===== INFORMATION SUPPLIED =====

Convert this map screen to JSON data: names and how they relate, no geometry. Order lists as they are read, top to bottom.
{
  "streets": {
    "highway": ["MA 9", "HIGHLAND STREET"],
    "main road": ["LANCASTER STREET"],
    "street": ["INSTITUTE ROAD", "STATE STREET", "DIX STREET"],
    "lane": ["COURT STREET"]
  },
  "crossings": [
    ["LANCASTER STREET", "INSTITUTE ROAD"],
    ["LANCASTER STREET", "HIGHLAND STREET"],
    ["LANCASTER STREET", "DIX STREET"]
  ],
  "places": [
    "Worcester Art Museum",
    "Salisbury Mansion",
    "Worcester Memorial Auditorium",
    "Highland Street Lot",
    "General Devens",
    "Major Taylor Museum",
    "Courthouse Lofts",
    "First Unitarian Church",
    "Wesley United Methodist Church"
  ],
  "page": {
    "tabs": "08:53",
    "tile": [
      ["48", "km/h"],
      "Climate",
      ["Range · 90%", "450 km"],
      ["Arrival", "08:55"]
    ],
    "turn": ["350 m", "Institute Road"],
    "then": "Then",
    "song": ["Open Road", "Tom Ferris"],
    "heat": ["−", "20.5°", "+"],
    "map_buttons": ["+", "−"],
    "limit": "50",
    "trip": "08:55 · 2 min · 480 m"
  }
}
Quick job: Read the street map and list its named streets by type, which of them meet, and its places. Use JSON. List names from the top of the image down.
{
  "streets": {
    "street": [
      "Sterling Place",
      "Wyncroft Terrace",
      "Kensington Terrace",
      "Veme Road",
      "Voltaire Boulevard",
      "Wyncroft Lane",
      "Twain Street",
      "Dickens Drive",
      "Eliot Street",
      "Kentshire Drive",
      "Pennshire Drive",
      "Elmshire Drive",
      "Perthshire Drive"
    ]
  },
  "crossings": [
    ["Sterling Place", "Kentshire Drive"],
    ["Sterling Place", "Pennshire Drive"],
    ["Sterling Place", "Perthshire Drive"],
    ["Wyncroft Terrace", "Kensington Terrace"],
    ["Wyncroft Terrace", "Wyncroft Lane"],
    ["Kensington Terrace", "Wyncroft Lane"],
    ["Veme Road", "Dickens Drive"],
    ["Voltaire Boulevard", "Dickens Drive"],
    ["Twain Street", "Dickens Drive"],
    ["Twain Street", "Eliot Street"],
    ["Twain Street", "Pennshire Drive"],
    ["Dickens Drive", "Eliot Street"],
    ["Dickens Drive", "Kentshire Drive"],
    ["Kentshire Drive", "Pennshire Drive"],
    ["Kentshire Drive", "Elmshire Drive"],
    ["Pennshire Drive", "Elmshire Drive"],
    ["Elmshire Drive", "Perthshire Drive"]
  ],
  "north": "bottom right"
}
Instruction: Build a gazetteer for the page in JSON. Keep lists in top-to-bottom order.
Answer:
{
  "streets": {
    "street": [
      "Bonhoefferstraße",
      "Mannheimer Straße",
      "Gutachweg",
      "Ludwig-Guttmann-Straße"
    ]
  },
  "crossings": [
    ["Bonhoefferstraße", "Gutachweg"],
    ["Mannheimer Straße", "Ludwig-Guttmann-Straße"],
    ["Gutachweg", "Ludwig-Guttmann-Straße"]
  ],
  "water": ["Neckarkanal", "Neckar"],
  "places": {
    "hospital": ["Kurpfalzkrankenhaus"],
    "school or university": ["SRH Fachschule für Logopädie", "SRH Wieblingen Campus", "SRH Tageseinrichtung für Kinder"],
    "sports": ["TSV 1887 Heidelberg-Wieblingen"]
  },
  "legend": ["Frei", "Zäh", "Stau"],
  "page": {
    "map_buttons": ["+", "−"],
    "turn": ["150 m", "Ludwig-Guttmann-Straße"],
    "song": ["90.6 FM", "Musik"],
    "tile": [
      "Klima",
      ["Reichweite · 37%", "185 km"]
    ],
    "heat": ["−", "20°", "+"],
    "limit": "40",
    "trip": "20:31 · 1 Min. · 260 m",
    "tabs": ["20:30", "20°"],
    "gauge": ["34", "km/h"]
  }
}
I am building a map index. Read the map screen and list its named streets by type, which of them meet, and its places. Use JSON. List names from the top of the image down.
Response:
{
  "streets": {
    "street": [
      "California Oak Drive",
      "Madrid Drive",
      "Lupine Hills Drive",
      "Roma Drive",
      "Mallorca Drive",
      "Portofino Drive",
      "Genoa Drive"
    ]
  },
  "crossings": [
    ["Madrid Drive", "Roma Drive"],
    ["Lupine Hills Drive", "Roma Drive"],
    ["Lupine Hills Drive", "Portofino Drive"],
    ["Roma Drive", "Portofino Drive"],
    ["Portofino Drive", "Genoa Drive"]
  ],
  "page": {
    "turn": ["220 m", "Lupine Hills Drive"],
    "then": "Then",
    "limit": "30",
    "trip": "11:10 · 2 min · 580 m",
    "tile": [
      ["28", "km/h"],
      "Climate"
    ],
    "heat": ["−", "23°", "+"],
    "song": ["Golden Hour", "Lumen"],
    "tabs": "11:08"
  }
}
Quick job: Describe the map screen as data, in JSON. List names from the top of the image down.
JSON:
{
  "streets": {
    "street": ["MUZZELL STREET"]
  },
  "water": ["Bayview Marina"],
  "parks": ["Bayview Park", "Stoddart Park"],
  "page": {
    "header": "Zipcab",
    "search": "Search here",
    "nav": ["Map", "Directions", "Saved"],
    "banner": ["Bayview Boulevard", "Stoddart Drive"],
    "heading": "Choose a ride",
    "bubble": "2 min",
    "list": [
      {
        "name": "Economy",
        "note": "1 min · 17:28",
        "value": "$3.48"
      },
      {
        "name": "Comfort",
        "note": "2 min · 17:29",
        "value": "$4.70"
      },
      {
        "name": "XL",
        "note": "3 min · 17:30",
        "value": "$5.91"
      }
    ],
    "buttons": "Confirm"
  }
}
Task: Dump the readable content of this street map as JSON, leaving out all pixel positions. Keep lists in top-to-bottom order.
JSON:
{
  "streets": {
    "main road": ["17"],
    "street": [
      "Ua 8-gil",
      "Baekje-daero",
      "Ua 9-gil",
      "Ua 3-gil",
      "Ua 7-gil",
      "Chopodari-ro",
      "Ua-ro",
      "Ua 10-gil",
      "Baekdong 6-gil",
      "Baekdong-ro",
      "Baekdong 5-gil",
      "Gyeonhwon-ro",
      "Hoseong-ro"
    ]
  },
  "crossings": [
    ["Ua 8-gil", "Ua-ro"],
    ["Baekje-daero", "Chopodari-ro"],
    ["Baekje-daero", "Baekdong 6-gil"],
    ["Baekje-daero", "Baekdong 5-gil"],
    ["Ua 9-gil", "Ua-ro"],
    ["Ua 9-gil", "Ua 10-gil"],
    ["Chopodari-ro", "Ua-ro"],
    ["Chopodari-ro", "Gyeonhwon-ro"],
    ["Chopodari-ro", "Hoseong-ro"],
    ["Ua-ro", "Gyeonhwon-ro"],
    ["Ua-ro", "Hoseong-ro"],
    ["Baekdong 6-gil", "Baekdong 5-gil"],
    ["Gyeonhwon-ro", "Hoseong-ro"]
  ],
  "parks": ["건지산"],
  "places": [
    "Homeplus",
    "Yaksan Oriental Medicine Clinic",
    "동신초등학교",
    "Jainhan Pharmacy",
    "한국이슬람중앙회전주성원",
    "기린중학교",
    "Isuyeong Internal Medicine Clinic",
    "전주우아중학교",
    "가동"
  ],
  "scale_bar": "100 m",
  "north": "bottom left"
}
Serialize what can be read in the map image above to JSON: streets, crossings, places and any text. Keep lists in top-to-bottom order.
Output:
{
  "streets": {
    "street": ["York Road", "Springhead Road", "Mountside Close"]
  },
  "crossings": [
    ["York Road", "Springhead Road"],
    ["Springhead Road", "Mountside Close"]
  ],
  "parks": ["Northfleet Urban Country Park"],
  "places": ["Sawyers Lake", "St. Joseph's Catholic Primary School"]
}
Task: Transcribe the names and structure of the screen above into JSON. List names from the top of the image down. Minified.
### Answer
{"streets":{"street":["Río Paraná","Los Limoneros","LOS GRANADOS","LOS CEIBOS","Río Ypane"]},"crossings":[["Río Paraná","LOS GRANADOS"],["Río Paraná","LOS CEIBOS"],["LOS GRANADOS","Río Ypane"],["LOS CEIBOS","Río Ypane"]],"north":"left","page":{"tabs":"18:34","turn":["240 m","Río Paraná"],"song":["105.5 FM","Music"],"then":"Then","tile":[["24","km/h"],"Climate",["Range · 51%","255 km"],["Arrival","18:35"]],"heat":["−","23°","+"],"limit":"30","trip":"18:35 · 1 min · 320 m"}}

=====

> **WORK TO COMPLETE**:
Wherever the word "Stoddart" turns up in the records above, copy the line that holds it.

> **EXPECTED ANSWER**:
  "parks": ["Bayview Park", "Stoddart Park"],
    "banner": ["Bayview Boulevard", "Stoddart Drive"],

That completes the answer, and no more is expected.